Transcribe the entries exactly. Start at the top, stop after the line with "display:flex; align-items:center; gap:10px;", and omit every picture.

══ Records provided ══

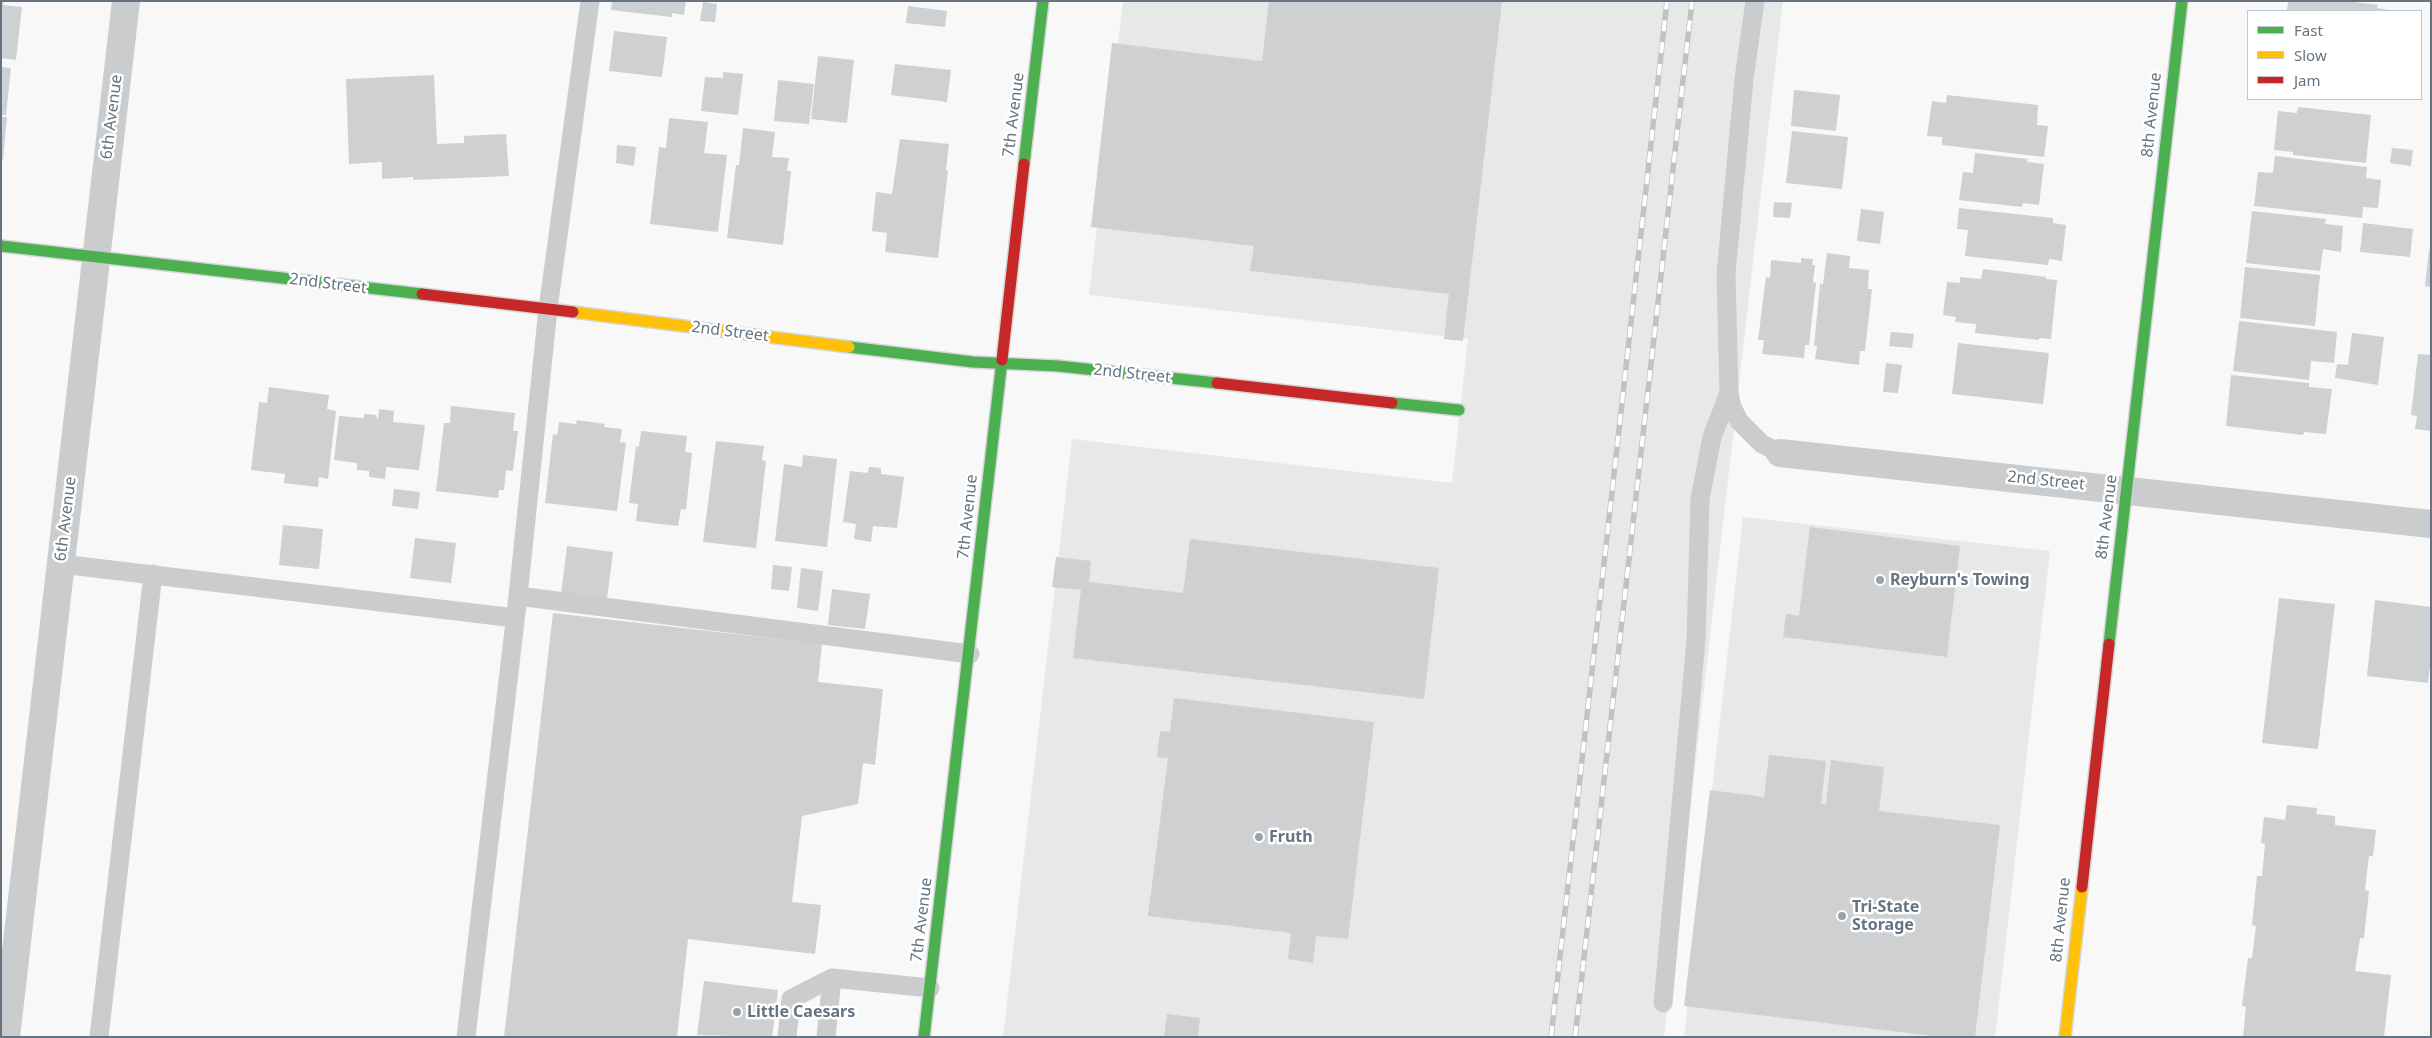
<!DOCTYPE html>
<html>
<head>
<meta charset="utf-8">
<style>
	body { margin:0 }
	#map { position:relative; width:2432px; height:1038px; overflow:hidden; background:#f8f8f8; font-family:"Noto Sans",sans-serif }
	canvas { display:block }
	.frame { position:absolute; inset:0; border:2px solid #657480; pointer-events:none }
	.legend { position:absolute; left:2247px; top:10px; width:175px; height:90px; box-sizing:border-box; background:#fff; border:1px solid #c1c7cc; margin:0; padding:6px 9px; list-style:none; font-size:15px; color:#657480 }
	.legend li { display:flex; align-items:center; gap:10px; height:25px }
	.legend b { width:25px; border:1px solid #c1c7cc }
</style>
</head>
<body>
<div id="map">
<canvas width="2432" height="1038"></canvas>
<div class="frame"></div>
<ul class="legend">
<li><b style="height:6px;background:#4caf50"></b>Fast</li>
<li><b style="height:6px;background:#ffc107"></b>Slow</li>
<li><b style="height:6px;background:#c62828"></b>Jam</li>
</ul>
</div>
<script>
const ctx = document.querySelector('canvas').getContext('2d');
ctx.lineJoin = 'round';
function fillPath(path, color) { ctx.fillStyle = color; ctx.fill(path, 'evenodd'); }
const shape = rows => new Path2D(rows.map(r => 'M' + r).join(''));
function stroke(path, color, width, dash) { ctx.strokeStyle = color; ctx.lineWidth = width; ctx.lineCap = dash ? 'butt' : 'round'; ctx.setLineDash(dash || []); ctx.stroke(path); }
function write(font, color, halo, rows, align = 'center') {
  ctx.font = font + ' "Noto Sans",sans-serif'; ctx.lineWidth = 5; ctx.setLineDash([]); ctx.textBaseline = 'middle'; ctx.strokeStyle = halo; ctx.fillStyle = color; for (const [text, x, y, turn = 0] of rows) {
    ctx.save(); ctx.translate(x, y); ctx.rotate((+turn || 0) * Math.PI / 180); ctx.textAlign = isNaN(turn) ? turn : align; if (halo) ctx.strokeText(text, 0, 0); ctx.fillText(text, 0, 0); ctx.restore();
  }
}
fillPath(shape([
	[1123,1,1783,1,1664,1037,1003,1037,1072,439,1452,483,1468,339,1089,295],
	[1743,517,2050,551,1995,1037,1684,1037]
]), '#e7e8e8');
fillPath(shape([
	[1,1,4,1,3,5,22,7,16,60,1,58],
	[612,1,686,1,684,15,672,13,672,17,611,10],
	[1269,1,1502,1,1463,341,1444,339,1449,294,1250,271,1254,246,1091,227,1112,43,1262,61],
	[2288,1,2346,1,2378,5,2377,8,2397,11,2287,11],
	[703,2,717,4,715,22,700,21],
	[908,6,947,11,945,27,906,23],
	[614,31,667,37,662,77,609,71],
	[818,56,854,60,847,123,811,119],
	[895,64,951,70,947,102,891,95],
	[1,67,11,68,6,115,1,115],
	[723,72,743,74,738,115,701,111,705,77,723,78],
	[434,75,437,144,464,143,464,136,506,134,509,176,413,180,413,177,382,179,382,162,349,164,346,79],
	[778,80,814,84,809,124,774,121],
	[1794,90,1840,95,1836,131,1791,126],
	[1947,95,2038,105,2037,125,2048,126,2044,157,1942,145,1942,137,1927,136,1932,101,1946,103],
	[2298,107,2371,115,2366,163,2293,155,2293,152,2274,150,2278,111,2297,113],
	[1,117,7,117,3,160,1,160],
	[669,118,708,122,704,153,727,155,718,232,650,224,659,147,666,148],
	[743,128,775,132,772,157,789,158,787,171,791,171,783,245,727,238,736,165,739,165],
	[1792,131,1848,137,1842,189,1786,183],
	[900,139,949,144,946,170,948,170,938,258,885,252,887,233,872,231,876,192,892,194],
	[617,145,636,147,634,166,616,163],
	[2392,148,2413,150,2411,166,2390,163],
	[1975,153,2028,159,2027,162,2044,164,2039,205,2023,203,2022,207,1959,200,1963,172,1973,173],
	[2275,156,2367,167,2366,178,2381,180,2378,208,2363,207,2362,218,2254,206,2258,172,2273,173],
	[1774,202,1792,203,1790,218,1773,217],
	[1959,208,2053,218,2053,223,2066,225,2062,261,2049,259,2048,265,1965,256,1968,230,1957,229],
	[1861,209,1884,212,1880,244,1857,241],
	[2252,211,2326,219,2325,224,2343,226,2341,252,2323,249,2320,271,2246,263],
	[2363,223,2413,229,2410,257,2360,252],
	[2429,250,2431,251,2431,287,2425,286],
	[1827,253,1850,256,1849,268,1869,270,1868,289,1872,289,1865,351,1860,351,1859,365,1815,359,1817,346,1814,346,1820,284,1823,284],
	[1801,258,1813,259,1812,265,1815,265,1813,282,1816,283,1809,345,1805,345,1804,358,1762,354,1764,340,1758,340,1766,277,1770,278,1771,260,1801,263],
	[2245,267,2320,275,2315,326,2240,318],
	[1983,269,2046,277,2046,279,2057,280,2051,339,2039,338,2039,340,1975,333,1976,324,1955,322,1956,317,1943,315,1947,282,1960,283,1960,277,1981,279],
	[2239,321,2337,332,2334,363,2311,361,2309,380,2233,371],
	[1891,332,1914,334,1912,348,1889,346],
	[2352,333,2384,337,2378,385,2335,378,2337,364,2348,365],
	[1958,343,2049,353,2043,404,1952,394],
	[2418,354,2431,355,2431,431,2415,429,2417,416,2411,415],
	[1886,363,1902,365,1898,393,1883,392],
	[2231,375,2309,383,2309,387,2332,389,2326,434,2304,432,2303,435,2226,426],
	[269,387,329,395,327,409,336,411,328,479,319,477,318,487,284,483,285,474,251,470,259,402,267,403],
	[451,406,515,413,513,431,518,431,513,471,506,470,504,490,499,490,498,498,436,491,444,423,450,423],
	[379,409,394,411,393,422,425,425,419,470,386,467,385,479,369,477,369,471,357,470,357,463,334,460,339,416,364,418,364,414,376,415,378,420],
	[577,420,605,424,604,427,622,429,620,442,626,443,617,511,545,503,553,434,557,435,559,422,576,424],
	[641,431,687,436,685,452,692,453,686,510,681,509,678,526,636,521,638,504,629,503,636,446,639,447],
	[716,441,764,446,762,460,766,461,756,548,703,542],
	[803,455,837,459,827,547,775,541,784,464,802,467],
	[869,467,881,468,881,474,904,477,897,528,873,526,871,542,854,539,856,524,843,522,850,471,868,473],
	[394,489,420,492,418,509,392,506],
	[283,525,323,529,319,569,279,565],
	[1810,527,1960,546,1947,657,1783,637,1786,614,1799,616],
	[415,538,456,543,451,583,410,578],
	[1190,539,1439,568,1424,699,1073,658,1081,590,1052,587,1056,557,1091,561,1089,582,1183,593],
	[567,546,613,552,607,599,561,594],
	[773,565,792,567,789,591,771,589],
	[801,568,823,571,818,611,797,608],
	[832,589,870,594,865,629,828,625],
	[2279,598,2335,604,2318,749,2262,743],
	[2375,600,2431,607,2431,656,2428,683,2367,676],
	[553,613,822,644,818,682,883,689,875,765,863,763,858,804,802,816,792,902,821,905,815,954,688,939,677,1037,504,1037],
	[1174,698,1374,722,1348,939,1316,936,1313,963,1288,959,1291,933,1148,916,1168,758,1157,757,1160,731,1170,732],
	[1769,755,1826,761,1821,804,1826,804,1831,760,1884,767,1879,811,2000,825,1975,1037,1942,1037,1684,1006,1710,790,1764,797],
	[2287,805,2317,808,2316,814,2335,816,2335,825,2376,830,2373,856,2369,856,2365,890,2369,891,2364,938,2360,938,2355,971,2391,975,2384,1037,2243,1037,2246,1007,2242,1006,2248,958,2252,958,2256,926,2252,925,2257,876,2262,876,2265,844,2261,843,2264,817,2285,820],
	[704,981,778,990,772,1037,697,1035],
	[1167,1014,1200,1018,1198,1037,1164,1037]
]), '#ced0d1');
const fast = shape([
	[1024,164,1043,1],
	[1,246,422,294],
	[849,347,973,362,1058,366,1217,383],
	[1392,403,1459,410],
	[2109,644,2182,1],
	[924,1037,1002,360]
]);
const slow = shape([
	[573,312,849,347],
	[2065,1037,2082,887]
]);
const jam = shape([
	[422,294,573,312],
	[1002,360,1024,164],
	[1217,383,1392,403],
	[2082,887,2109,644]
]);
stroke(fast, '#d5d6d7', 14);
stroke(slow, '#d5d6d7', 14);
stroke(jam, '#d5d6d7', 14);
stroke(shape([
	[1755,1,1744,79,1726,274,1729,393,1732,407,1739,421,1762,444,1780,453],
	[61,564,515,618],
	[518,596,970,654],
	[1663,1003,1696,640,1700,499,1712,437,1729,393],
	[99,1037,153,574],
	[466,1037,518,596,548,309,590,1],
	[787,1037,791,999,832,978],
	[826,1037,832,978,930,988]
]), '#cbcccd', 19);
stroke(shape([
	[1780,453,2431,524],
	[6,1037,126,1]
]), '#cbcccd', 28);
stroke(fast, '#4caf50', 11);
stroke(slow, '#ffc107', 11);
stroke(jam, '#c62828', 11);
const rail = shape([
	[1551,1037,1667,1],
	[1575,1037,1692,1]
]);
stroke(rail, '#c1c2c4', 5.5);
stroke(rail, '#fff', 4, [11]);
for (const [x, y, r, color] of [
	[1880,580,5,"#98a2aa"],
	[1259,837,5,"#98a2aa"],
	[1842,916,5,"#98a2aa"],
	[737,1012,5,"#98a2aa"]
]) { const dot = new Path2D(); dot.arc(x, y, r, 0, 2 * Math.PI); ctx.fillStyle = color; ctx.fill(dot); stroke(dot, '#fff', 2); }
write('16px', '#657480', '#fff', [
	["7th Avenue",1014,115,-83],
	["8th Avenue",2152,115,-84],
	["6th Avenue",112,117,-83],
	["2nd Street",328,284,7],
	["2nd Street",730,332,7],
	["2nd Street",1132,374,6],
	["2nd Street",2046,481,6],
	["7th Avenue",968,517,-84],
	["8th Avenue",2107,517,-83],
	["6th Avenue",66,519,-83],
	["7th Avenue",922,920,-83],
	["8th Avenue",2061,920,-84]
]);
write('bold 16px', '#657480', '#fff', [
	["Reyburn's Towing",1890,580],
	["Fruth",1269,837],
	["Tri-State",1852,907],
	["Storage",1852,925],
	["Little Caesars",747,1012]
], 'left');
</script>
</body>
</html>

═══

**Task answer:**
<!DOCTYPE html>
<html>
<head>
<meta charset="utf-8">
<style>
	body { margin:0 }
	#map { position:relative; width:2432px; height:1038px; overflow:hidden; background:#f8f8f8; font-family:"Noto Sans",sans-serif }
	canvas { display:block }
	.frame { position:absolute; inset:0; border:2px solid #657480; pointer-events:none }
	.legend { position:absolute; left:2247px; top:10px; width:175px; height:90px; box-sizing:border-box; background:#fff; border:1px solid #c1c7cc; margin:0; padding:6px 9px; list-style:none; font-size:15px; color:#657480 }
	.legend li { display:flex; align-items:center; gap:10px; height:25px }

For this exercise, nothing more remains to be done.